# What you need to do
Retype all the records with nothing changed.

# Task data
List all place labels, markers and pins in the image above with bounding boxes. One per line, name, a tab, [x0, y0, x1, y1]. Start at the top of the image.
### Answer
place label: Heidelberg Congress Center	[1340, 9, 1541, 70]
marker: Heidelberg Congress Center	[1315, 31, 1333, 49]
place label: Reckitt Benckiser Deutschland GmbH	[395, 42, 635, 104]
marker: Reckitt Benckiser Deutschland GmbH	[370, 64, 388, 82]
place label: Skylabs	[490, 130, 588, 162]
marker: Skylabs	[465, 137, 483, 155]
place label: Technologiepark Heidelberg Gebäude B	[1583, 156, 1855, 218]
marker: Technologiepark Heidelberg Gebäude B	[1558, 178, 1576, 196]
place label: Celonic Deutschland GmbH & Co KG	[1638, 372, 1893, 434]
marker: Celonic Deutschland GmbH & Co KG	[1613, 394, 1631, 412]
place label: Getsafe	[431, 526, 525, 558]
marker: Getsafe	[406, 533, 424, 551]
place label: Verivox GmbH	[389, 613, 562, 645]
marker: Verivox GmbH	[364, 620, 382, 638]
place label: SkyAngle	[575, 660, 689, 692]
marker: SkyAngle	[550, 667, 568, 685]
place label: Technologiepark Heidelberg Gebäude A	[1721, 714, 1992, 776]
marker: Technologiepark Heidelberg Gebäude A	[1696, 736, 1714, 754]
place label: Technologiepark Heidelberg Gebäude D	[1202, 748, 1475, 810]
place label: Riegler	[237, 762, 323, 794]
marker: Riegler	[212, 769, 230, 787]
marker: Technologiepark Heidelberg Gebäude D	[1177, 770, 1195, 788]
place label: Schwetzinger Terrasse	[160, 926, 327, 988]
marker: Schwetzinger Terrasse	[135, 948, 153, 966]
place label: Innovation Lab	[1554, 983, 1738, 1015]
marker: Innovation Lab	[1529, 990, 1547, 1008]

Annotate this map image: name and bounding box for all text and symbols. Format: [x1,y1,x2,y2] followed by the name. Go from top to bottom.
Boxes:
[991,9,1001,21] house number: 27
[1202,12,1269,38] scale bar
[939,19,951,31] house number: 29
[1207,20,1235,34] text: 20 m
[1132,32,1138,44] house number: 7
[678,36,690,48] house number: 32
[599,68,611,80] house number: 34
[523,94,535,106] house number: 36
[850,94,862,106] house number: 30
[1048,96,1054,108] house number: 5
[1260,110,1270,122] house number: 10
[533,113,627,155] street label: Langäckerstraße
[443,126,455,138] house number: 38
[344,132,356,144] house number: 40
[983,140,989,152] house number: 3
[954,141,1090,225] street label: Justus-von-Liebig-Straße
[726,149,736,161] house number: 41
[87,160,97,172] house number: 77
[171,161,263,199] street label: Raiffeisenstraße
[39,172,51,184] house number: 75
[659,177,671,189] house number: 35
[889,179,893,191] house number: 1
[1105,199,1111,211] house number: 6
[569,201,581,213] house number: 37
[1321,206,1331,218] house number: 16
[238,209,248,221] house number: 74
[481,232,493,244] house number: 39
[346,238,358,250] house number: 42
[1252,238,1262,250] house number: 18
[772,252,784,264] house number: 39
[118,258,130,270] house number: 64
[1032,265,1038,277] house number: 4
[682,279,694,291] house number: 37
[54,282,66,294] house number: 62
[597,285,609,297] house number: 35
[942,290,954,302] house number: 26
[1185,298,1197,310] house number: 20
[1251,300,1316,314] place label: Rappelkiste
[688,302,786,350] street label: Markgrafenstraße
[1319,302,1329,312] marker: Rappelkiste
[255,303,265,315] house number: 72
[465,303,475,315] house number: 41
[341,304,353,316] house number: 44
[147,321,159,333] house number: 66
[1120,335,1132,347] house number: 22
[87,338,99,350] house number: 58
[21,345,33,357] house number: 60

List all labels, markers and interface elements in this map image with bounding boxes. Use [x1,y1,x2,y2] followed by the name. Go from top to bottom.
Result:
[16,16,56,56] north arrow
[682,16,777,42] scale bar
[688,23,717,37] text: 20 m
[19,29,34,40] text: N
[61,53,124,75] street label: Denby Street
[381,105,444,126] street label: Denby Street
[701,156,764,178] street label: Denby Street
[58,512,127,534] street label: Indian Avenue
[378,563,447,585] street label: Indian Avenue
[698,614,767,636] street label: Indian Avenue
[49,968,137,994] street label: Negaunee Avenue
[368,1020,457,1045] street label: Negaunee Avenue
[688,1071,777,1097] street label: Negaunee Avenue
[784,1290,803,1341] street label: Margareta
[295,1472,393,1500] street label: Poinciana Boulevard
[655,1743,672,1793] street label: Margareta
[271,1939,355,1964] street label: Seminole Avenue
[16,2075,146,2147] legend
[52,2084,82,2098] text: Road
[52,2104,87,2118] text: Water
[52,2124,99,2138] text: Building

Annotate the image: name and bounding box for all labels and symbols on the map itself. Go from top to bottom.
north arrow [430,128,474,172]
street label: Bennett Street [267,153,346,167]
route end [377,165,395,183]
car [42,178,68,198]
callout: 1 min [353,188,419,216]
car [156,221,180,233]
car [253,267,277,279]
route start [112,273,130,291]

# Written solution
List all place labels, markers and pins in the image above with bounding boxes. One per line, name, a tab, [x0, y0, x1, y1]. Start at the top of the image.
### Answer
place label: Heidelberg Congress Center	[1340, 9, 1541, 70]
marker: Heidelberg Congress Center	[1315, 31, 1333, 49]
place label: Reckitt Benckiser Deutschland GmbH	[395, 42, 635, 104]
marker: Reckitt Benckiser Deutschland GmbH	[370, 64, 388, 82]
place label: Skylabs	[490, 130, 588, 162]
marker: Skylabs	[465, 137, 483, 155]
place label: Technologiepark Heidelberg Gebäude B	[1583, 156, 1855, 218]
marker: Technologiepark Heidelberg Gebäude B	[1558, 178, 1576, 196]
place label: Celonic Deutschland GmbH & Co KG	[1638, 372, 1893, 434]
marker: Celonic Deutschland GmbH & Co KG	[1613, 394, 1631, 412]
place label: Getsafe	[431, 526, 525, 558]
marker: Getsafe	[406, 533, 424, 551]
place label: Verivox GmbH	[389, 613, 562, 645]
marker: Verivox GmbH	[364, 620, 382, 638]
place label: SkyAngle	[575, 660, 689, 692]
marker: SkyAngle	[550, 667, 568, 685]
place label: Technologiepark Heidelberg Gebäude A	[1721, 714, 1992, 776]
marker: Technologiepark Heidelberg Gebäude A	[1696, 736, 1714, 754]
place label: Technologiepark Heidelberg Gebäude D	[1202, 748, 1475, 810]
place label: Riegler	[237, 762, 323, 794]
marker: Riegler	[212, 769, 230, 787]
marker: Technologiepark Heidelberg Gebäude D	[1177, 770, 1195, 788]
place label: Schwetzinger Terrasse	[160, 926, 327, 988]
marker: Schwetzinger Terrasse	[135, 948, 153, 966]
place label: Innovation Lab	[1554, 983, 1738, 1015]
marker: Innovation Lab	[1529, 990, 1547, 1008]

Annotate this map image: name and bounding box for all text and symbols. Format: [x1,y1,x2,y2] followed by the name. Go from top to bottom.
Boxes:
[991,9,1001,21] house number: 27
[1202,12,1269,38] scale bar
[939,19,951,31] house number: 29
[1207,20,1235,34] text: 20 m
[1132,32,1138,44] house number: 7
[678,36,690,48] house number: 32
[599,68,611,80] house number: 34
[523,94,535,106] house number: 36
[850,94,862,106] house number: 30
[1048,96,1054,108] house number: 5
[1260,110,1270,122] house number: 10
[533,113,627,155] street label: Langäckerstraße
[443,126,455,138] house number: 38
[344,132,356,144] house number: 40
[983,140,989,152] house number: 3
[954,141,1090,225] street label: Justus-von-Liebig-Straße
[726,149,736,161] house number: 41
[87,160,97,172] house number: 77
[171,161,263,199] street label: Raiffeisenstraße
[39,172,51,184] house number: 75
[659,177,671,189] house number: 35
[889,179,893,191] house number: 1
[1105,199,1111,211] house number: 6
[569,201,581,213] house number: 37
[1321,206,1331,218] house number: 16
[238,209,248,221] house number: 74
[481,232,493,244] house number: 39
[346,238,358,250] house number: 42
[1252,238,1262,250] house number: 18
[772,252,784,264] house number: 39
[118,258,130,270] house number: 64
[1032,265,1038,277] house number: 4
[682,279,694,291] house number: 37
[54,282,66,294] house number: 62
[597,285,609,297] house number: 35
[942,290,954,302] house number: 26
[1185,298,1197,310] house number: 20
[1251,300,1316,314] place label: Rappelkiste
[688,302,786,350] street label: Markgrafenstraße
[1319,302,1329,312] marker: Rappelkiste
[255,303,265,315] house number: 72
[465,303,475,315] house number: 41
[341,304,353,316] house number: 44
[147,321,159,333] house number: 66
[1120,335,1132,347] house number: 22
[87,338,99,350] house number: 58
[21,345,33,357] house number: 60

List all labels, markers and interface elements in this map image with bounding boxes. Use [x1,y1,x2,y2] followed by the name. Go from top to bottom.
Result:
[16,16,56,56] north arrow
[682,16,777,42] scale bar
[688,23,717,37] text: 20 m
[19,29,34,40] text: N
[61,53,124,75] street label: Denby Street
[381,105,444,126] street label: Denby Street
[701,156,764,178] street label: Denby Street
[58,512,127,534] street label: Indian Avenue
[378,563,447,585] street label: Indian Avenue
[698,614,767,636] street label: Indian Avenue
[49,968,137,994] street label: Negaunee Avenue
[368,1020,457,1045] street label: Negaunee Avenue
[688,1071,777,1097] street label: Negaunee Avenue
[784,1290,803,1341] street label: Margareta
[295,1472,393,1500] street label: Poinciana Boulevard
[655,1743,672,1793] street label: Margareta
[271,1939,355,1964] street label: Seminole Avenue
[16,2075,146,2147] legend
[52,2084,82,2098] text: Road
[52,2104,87,2118] text: Water
[52,2124,99,2138] text: Building

Annotate the image: name and bounding box for all labels and symbols on the map itself. Go from top to bottom.
north arrow [430,128,474,172]
street label: Bennett Street [267,153,346,167]
route end [377,165,395,183]
car [42,178,68,198]
callout: 1 min [353,188,419,216]
car [156,221,180,233]
car [253,267,277,279]
route start [112,273,130,291]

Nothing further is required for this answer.